Siers, a 30-year veteran of the newspaper, says paper is an integral part of his creative process. His editorial cartoons combine artistic skill, political insight and well-aimed wit, backed by a healthy set of nerves. In a single frame, he can move readers to tears or double them over with laughter. From the subjects of his cartoons, he will often receive a call or, occasionally, a cursing.
“A written editorial is usually a well-reasoned argument,” the editorial cartoonist said. “People can engage with it, agree or disagree with parts of it. But it’s hard to argue with a cartoon. It’s much more emotional and less intellectual. Readers want to argue with the editorial writers. They want to punch the cartoonist.”
An Editorial Cartoonist Shares His Paper Process
After reading the day’s news and talking with colleagues, Siers begins sketching early ideas on a notepad or scrap paper.
“It’s mainly a place to collect thoughts, put random scribbles down,” he said. “It’s not so much recognizable yet as an object or an image, but just trying to capture an idea.” As an editorial cartoonist, all of Siers’ ideas relate to current events and issues.

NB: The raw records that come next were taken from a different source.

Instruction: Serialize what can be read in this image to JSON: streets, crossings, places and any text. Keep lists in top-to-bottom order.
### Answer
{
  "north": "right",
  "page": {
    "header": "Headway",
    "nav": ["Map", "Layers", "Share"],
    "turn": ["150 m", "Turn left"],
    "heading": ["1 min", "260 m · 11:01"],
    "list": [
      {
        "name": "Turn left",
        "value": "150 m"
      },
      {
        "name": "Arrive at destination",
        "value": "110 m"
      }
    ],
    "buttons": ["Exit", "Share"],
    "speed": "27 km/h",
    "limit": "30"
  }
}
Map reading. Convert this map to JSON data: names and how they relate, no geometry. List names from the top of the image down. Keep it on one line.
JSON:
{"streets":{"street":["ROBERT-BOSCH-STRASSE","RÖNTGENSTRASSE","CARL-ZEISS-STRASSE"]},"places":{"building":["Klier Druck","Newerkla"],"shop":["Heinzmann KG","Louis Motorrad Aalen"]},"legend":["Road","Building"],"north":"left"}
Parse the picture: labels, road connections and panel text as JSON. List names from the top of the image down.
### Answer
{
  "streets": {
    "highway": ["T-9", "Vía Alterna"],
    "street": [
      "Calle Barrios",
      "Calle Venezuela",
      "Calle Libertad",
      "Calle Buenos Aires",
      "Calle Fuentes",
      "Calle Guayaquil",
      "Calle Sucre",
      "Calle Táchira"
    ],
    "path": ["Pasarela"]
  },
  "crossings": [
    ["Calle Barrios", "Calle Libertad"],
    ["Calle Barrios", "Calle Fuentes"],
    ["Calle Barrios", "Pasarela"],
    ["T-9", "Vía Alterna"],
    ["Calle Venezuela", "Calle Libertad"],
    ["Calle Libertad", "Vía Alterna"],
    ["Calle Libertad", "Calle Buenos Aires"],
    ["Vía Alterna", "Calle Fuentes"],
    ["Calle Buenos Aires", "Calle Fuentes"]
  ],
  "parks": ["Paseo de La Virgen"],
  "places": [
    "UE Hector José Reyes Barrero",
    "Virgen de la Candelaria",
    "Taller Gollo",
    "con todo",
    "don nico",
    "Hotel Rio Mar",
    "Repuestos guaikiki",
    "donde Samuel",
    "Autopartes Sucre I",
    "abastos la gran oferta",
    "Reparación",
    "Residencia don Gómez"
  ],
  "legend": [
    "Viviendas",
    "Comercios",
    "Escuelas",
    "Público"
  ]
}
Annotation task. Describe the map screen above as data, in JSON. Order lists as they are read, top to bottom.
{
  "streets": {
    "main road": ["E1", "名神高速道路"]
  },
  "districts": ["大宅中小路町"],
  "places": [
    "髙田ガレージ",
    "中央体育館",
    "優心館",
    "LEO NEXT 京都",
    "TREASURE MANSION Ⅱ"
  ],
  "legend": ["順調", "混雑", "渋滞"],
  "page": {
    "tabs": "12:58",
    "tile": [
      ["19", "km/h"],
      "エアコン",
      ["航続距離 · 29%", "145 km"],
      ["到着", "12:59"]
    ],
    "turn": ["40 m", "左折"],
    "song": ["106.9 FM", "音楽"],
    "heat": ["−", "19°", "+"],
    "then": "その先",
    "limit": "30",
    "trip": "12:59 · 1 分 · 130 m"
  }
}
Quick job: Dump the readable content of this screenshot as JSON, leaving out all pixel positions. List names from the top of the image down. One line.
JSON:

As a concept emerges, he’ll sometimes take multiple sketches and layer them on a light table to see how the pieces come together.
“I know it can be done on the computer,” he said, “but this is how I learned to draw.”
It’s true that many of his counterparts at publications across the country now use drawing software, but Siers says he still enjoys the feel, look and sound of creating his work on paper.
“It’s a very tactile experience,” he said. “I’ve tried using a tablet, but it’s just not the same. With the pencil, then pens and brushes, I like pushing down on them. There’s a certain weight on a line with how you push and pull on it. When you’re drawing that perfect line, you feel it as you draw it.”
He begins with pencil on paper, then moves to a pen. Each cartoon is then finished with watercolor brushes dipped in India ink. It can be a messy process that leaves him with ink on his fingers, graphite on his palms and, occasionally, a spot on the carpet.
For someone like Siers, a journalist and an artist, paper is the perfect medium.
“I have something to say, and this is a unique way to get my voice out there,” he said.